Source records
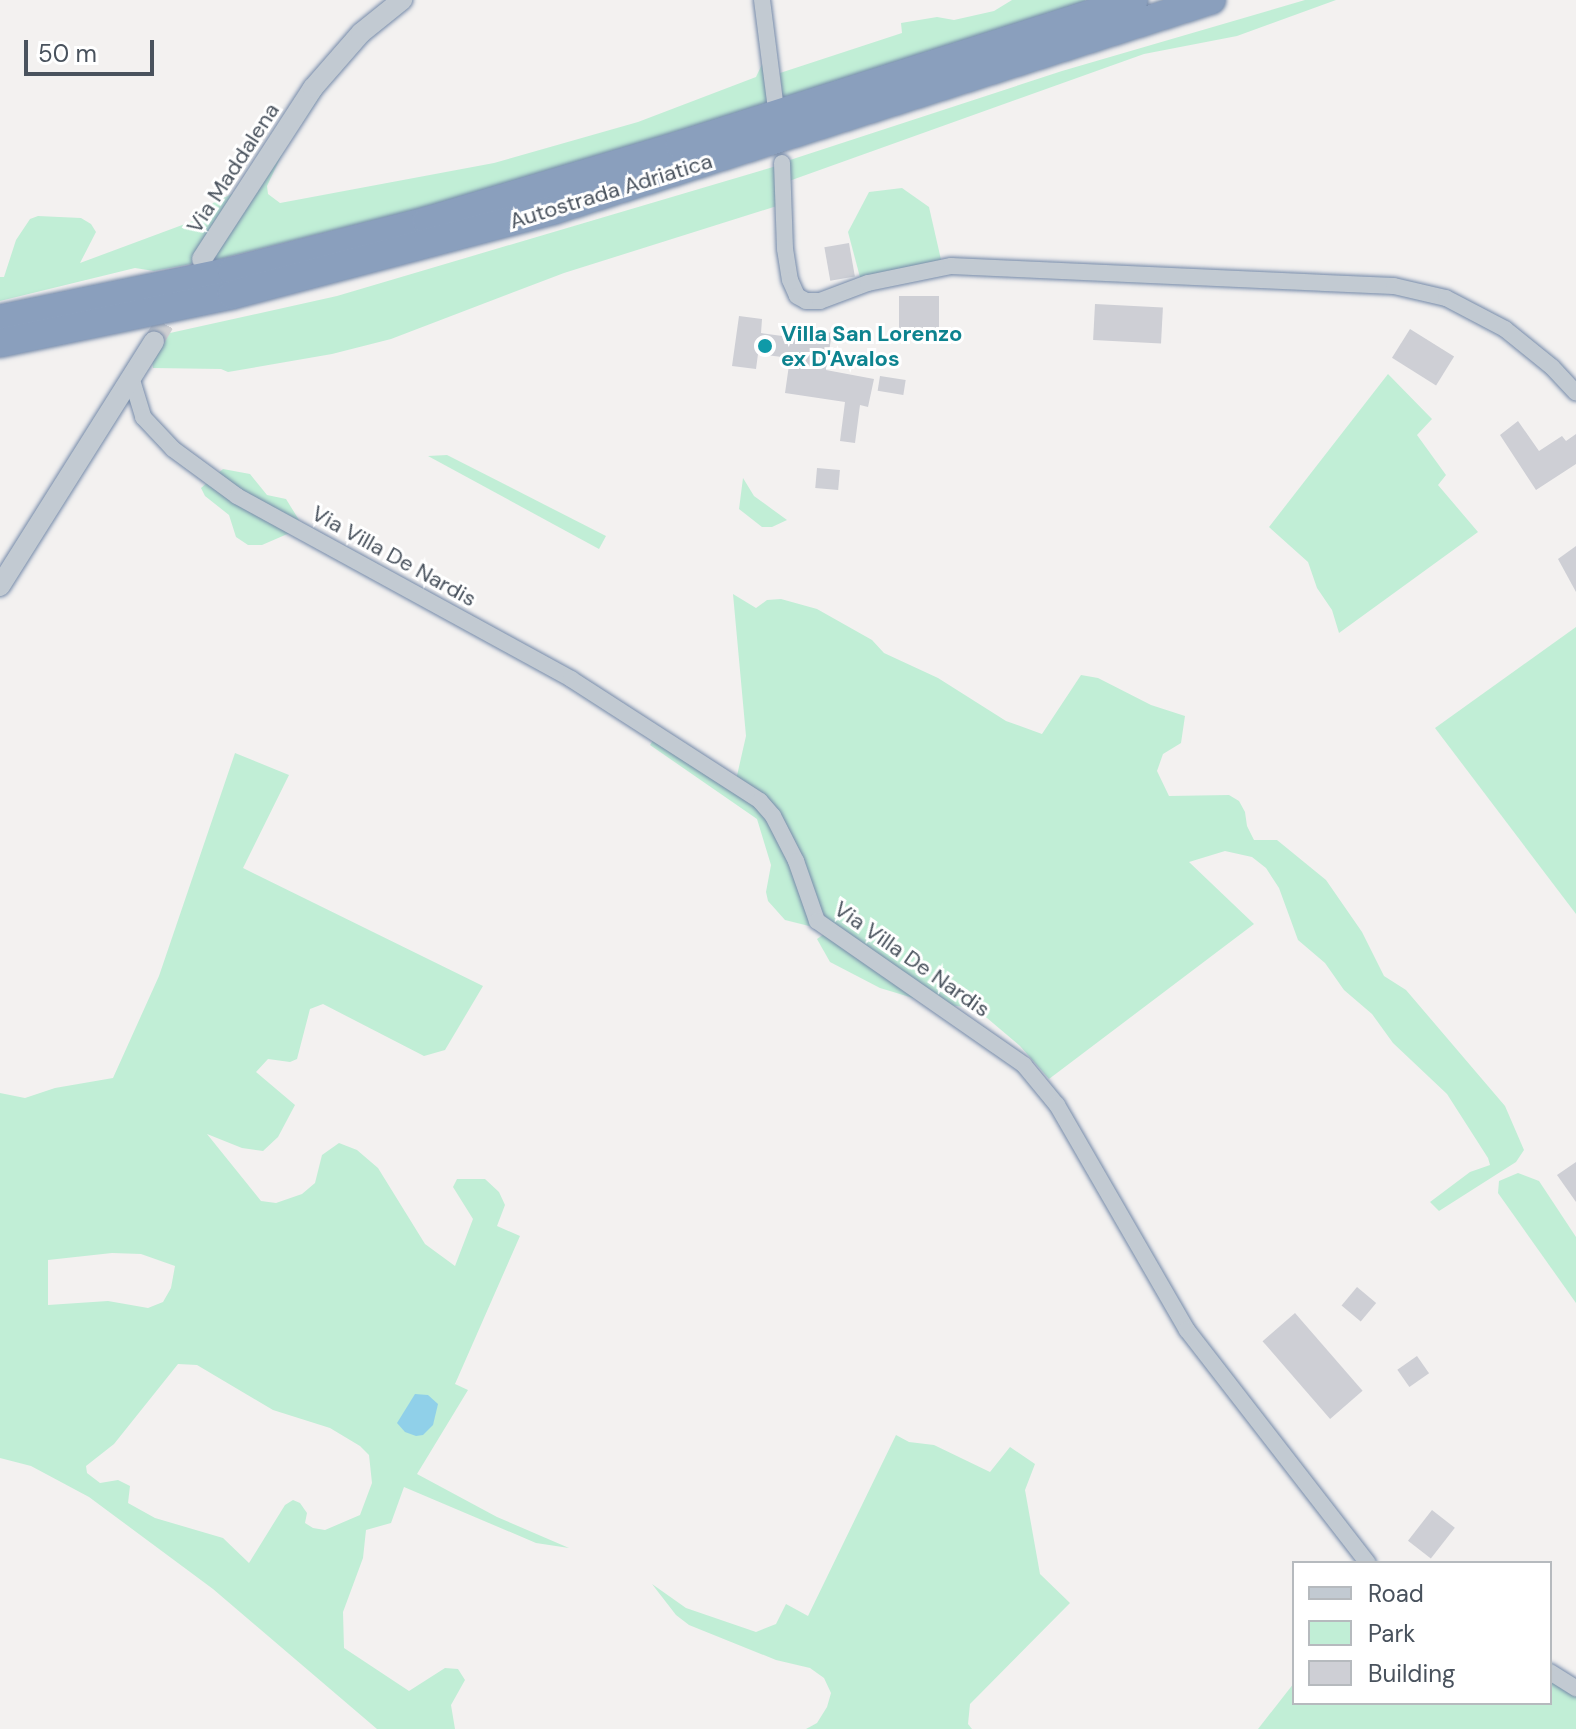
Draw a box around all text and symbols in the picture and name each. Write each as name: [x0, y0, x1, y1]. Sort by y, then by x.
scale bar: [28, 24, 158, 74]
text: 50 m: [38, 38, 97, 69]
street label: Via Maddalena: [181, 98, 285, 238]
street label: Autostrada Adriatica: [506, 148, 716, 234]
place label: Villa San Lorenzo ex D'Avalos: [781, 320, 962, 372]
marker: Villa San Lorenzo ex D'Avalos: [756, 337, 774, 355]
street label: Via Villa De Nardis: [307, 500, 481, 612]
street label: Via Villa De Nardis: [829, 895, 995, 1023]
legend: [1292, 1561, 1552, 1705]
text: Road: [1368, 1578, 1424, 1609]
text: Park: [1368, 1618, 1415, 1649]
text: Building: [1368, 1658, 1455, 1689]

- _TASK OBJECTIVE_
Write out the entries above verbatim; the pictures do not belong in your copy.

- _ANSWER BOX_
Draw a box around all text and symbols in the picture and name each. Write each as name: [x0, y0, x1, y1]. Sort by y, then by x.
scale bar: [28, 24, 158, 74]
text: 50 m: [38, 38, 97, 69]
street label: Via Maddalena: [181, 98, 285, 238]
street label: Autostrada Adriatica: [506, 148, 716, 234]
place label: Villa San Lorenzo ex D'Avalos: [781, 320, 962, 372]
marker: Villa San Lorenzo ex D'Avalos: [756, 337, 774, 355]
street label: Via Villa De Nardis: [307, 500, 481, 612]
street label: Via Villa De Nardis: [829, 895, 995, 1023]
legend: [1292, 1561, 1552, 1705]
text: Road: [1368, 1578, 1424, 1609]
text: Park: [1368, 1618, 1415, 1649]
text: Building: [1368, 1658, 1455, 1689]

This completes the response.